Well, I hooked it up to a 6A charger and a 2A desulfator last night at the same time.
You're lucky you didn't fry both the charger and desulfinator. They are not designed to be used together.
I must have missed the part where you checked the voltage with and without load after charging/desulfinating.
Jesus freakin' christ THIS^.
FBB, you're still acting as if the battery operates on invisible voodoo magic.
You may have a bad battery or alternator cable for all we know.
You said the battery tested bad with a conductance tester. I do not recall you sharing the actual results.
You said the battery measured 11.86v. That is almost completely discharged.
Neither of these things are terribly conclusive, unless the tester gave a very obviously bad result (e.g. measured 100cca). We also don't know how much your battery actually charged, and you did not bother checking voltage after (assumably) charging.
Point being, 100 replies are you are still at square one because you are ignoring simple questions/advice, apparently in favor of doing everything you can do cling to your possibly-bad-but-we-still-have-no-idea battery.
Please get a voltmeter. You can get one that will measure voltage accurately enough for the cost of a Happy Meal.
Then, put the battery in your car and tighten the connections. Flip the headlights on for a few second to get rid of any surface charge, if it has recently come off a charger (I would just do it anyway to make sure the voltage stabilizes).
Turn everything off, including the ignition switch (pull the key out), close the door, and measure the voltage with the probes directly on the battery posts (the round bit coming out of the battery, not what clamps onto them.
Record this voltage. If it is not ~12.4v volts or more, it's not even close to fully charged. But if it's at least about 12.1v, we will continue testing.
Get a helper. Have them try to start the car while you keep your probes on the battery posts. It doesn't matter if it cranks or how fast- just tell them to keep turning the key forward while you observe the voltage.
Most likely, you will see it drop. A lot. <10v.
What have we determined from that? That the battery is likely shit...but we want to do one more thing.
Repeat the cranking (load) test, but with one probe on the negative post and one on a good ground (stab a shiny part of the engine). If you read more than a quarter of a volt, you have a ground issue.
Repeat that test once more, but go from the positive post to the big terminal on the starter. Again, any significant voltage reading is bad.

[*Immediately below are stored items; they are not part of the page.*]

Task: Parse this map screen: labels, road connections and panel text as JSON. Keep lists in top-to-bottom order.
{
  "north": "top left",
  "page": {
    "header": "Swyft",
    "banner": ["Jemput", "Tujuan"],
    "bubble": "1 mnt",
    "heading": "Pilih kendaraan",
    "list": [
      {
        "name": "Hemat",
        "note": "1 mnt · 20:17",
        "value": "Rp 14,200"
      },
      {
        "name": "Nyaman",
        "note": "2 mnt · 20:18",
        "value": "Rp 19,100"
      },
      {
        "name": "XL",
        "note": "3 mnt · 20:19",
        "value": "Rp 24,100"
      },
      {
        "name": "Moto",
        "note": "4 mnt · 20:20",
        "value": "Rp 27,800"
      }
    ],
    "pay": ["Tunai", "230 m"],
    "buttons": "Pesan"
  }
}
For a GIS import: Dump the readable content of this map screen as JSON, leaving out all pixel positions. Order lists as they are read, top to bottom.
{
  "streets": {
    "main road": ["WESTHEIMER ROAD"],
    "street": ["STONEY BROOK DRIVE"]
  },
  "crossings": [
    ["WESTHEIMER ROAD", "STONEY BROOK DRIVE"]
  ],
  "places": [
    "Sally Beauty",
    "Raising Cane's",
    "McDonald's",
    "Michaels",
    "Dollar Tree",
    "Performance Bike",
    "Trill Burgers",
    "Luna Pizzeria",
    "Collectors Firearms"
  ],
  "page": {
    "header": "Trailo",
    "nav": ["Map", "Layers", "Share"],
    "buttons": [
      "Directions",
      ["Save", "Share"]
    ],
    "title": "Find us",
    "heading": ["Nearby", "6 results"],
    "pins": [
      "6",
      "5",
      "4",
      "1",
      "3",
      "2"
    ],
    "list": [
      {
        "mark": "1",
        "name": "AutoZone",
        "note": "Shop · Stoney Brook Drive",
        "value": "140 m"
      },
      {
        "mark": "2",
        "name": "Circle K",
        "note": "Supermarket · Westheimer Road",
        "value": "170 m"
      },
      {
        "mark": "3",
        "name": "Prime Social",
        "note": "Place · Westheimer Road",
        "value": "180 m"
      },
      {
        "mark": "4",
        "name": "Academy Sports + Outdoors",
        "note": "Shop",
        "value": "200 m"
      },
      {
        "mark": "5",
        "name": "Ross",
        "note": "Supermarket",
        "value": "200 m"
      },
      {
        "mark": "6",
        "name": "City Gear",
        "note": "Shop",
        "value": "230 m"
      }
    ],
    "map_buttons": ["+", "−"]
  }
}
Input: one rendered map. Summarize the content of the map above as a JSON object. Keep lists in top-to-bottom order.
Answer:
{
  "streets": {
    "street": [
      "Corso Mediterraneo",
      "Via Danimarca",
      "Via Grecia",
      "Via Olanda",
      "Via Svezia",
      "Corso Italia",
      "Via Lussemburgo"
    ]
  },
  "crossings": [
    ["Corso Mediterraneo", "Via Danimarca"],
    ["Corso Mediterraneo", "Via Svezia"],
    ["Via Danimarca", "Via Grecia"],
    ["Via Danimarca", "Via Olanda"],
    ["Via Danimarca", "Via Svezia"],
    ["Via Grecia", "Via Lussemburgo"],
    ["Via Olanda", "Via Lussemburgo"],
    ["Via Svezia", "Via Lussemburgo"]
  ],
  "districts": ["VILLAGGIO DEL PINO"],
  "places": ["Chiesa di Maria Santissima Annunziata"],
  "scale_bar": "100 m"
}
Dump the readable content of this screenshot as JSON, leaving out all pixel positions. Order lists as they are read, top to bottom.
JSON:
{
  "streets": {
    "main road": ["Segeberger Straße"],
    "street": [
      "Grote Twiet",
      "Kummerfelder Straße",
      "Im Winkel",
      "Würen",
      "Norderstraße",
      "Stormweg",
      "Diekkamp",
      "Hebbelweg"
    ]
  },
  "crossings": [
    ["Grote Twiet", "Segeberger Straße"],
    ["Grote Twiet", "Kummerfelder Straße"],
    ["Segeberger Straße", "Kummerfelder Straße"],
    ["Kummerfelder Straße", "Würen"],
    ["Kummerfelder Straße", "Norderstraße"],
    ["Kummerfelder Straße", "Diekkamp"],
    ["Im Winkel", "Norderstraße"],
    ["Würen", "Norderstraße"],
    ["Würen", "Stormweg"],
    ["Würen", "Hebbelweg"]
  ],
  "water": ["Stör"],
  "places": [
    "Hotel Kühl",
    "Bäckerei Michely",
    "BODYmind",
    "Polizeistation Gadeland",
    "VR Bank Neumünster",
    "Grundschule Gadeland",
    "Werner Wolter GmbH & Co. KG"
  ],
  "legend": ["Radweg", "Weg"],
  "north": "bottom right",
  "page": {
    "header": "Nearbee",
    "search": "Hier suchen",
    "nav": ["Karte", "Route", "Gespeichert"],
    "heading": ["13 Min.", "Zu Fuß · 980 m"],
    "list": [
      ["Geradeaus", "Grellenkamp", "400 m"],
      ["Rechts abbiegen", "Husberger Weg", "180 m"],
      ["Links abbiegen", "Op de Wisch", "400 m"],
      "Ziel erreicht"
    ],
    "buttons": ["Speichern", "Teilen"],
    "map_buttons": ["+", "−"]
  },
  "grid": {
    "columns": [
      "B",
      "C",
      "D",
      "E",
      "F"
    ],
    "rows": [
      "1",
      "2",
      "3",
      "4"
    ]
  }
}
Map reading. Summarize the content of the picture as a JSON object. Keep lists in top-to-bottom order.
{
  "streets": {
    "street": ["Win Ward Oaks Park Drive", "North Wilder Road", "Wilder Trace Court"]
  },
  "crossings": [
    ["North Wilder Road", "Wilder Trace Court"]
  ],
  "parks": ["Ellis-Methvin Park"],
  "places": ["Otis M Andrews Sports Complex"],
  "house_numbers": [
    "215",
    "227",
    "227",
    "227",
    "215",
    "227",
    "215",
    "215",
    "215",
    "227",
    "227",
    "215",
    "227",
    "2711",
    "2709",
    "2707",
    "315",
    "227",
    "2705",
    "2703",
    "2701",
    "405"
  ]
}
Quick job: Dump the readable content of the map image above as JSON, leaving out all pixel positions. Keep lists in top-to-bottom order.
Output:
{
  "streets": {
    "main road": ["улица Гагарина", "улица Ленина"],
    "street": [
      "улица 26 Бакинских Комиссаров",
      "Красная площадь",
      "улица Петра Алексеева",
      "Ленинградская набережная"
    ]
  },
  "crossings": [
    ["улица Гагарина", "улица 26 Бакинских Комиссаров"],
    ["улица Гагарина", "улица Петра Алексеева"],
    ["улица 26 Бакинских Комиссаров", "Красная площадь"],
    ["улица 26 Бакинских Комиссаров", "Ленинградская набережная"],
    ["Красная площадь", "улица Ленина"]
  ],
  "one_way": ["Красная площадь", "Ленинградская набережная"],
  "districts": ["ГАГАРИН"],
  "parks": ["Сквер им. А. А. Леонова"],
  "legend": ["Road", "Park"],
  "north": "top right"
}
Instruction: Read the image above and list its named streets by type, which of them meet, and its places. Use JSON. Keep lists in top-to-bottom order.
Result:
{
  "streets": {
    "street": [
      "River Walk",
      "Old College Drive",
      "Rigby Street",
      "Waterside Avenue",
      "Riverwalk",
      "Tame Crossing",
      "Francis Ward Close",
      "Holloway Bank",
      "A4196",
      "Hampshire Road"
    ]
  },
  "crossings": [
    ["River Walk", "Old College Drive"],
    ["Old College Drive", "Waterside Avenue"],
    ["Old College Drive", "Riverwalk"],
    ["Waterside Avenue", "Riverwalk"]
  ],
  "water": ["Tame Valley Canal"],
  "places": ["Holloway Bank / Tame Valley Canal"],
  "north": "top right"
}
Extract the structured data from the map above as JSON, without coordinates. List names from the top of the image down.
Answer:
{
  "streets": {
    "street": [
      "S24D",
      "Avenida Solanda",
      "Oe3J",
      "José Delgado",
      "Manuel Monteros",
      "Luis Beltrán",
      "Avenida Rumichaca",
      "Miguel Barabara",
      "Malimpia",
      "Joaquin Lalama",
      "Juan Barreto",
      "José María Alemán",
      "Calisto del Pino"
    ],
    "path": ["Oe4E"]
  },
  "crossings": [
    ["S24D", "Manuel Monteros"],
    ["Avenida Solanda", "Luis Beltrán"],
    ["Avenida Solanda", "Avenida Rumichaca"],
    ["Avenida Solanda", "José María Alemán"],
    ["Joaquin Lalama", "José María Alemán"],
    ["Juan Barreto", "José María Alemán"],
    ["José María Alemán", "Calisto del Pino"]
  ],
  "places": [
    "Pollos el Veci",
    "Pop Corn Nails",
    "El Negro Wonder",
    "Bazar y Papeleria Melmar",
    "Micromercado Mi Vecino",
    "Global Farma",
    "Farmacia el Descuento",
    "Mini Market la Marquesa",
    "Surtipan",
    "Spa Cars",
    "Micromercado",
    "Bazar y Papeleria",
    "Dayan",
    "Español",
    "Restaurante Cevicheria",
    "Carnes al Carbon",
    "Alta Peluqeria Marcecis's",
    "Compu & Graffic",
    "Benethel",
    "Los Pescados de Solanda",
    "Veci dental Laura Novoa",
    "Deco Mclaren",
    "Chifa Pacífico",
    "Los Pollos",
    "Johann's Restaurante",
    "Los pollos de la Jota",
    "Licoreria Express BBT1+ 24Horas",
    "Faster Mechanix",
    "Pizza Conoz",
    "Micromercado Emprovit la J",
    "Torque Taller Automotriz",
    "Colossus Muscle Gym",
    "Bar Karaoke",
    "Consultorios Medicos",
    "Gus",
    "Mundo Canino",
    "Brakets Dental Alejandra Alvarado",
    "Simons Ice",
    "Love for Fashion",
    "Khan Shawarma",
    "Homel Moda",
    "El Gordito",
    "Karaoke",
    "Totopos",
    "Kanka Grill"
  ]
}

A Honda Fit (literally pretty much any of them...that's a fairly new model) should not have cabling issues. If it's never had a starter and no one's fucked with the battery terminals, the cables are likely fine. However, you can also simply test between the battery post and the terminal. Even though the terminal may LOOK tight and corosion-free, it's not impossible to be losing voltage between the post and the terminal. Also, when cables go 'bad', it's usually just that the end of the cable has oxidized; I've probed into cables a mere inch or so down the line, and found almost all the battery voltage being dropped across that area. You don't HAVE to do these vdrop tests, and I doubt they will expose a problem, but it's a good idea.
Again, a low voltage reading between the battery posts during cranking will strongly indicate a bad battery. That is the single most important thing you can you do. But I'm trying to get across how invaluable a voltmeter is. You can troubleshoot every single aspect of a starting/charging problem with very few exceptions.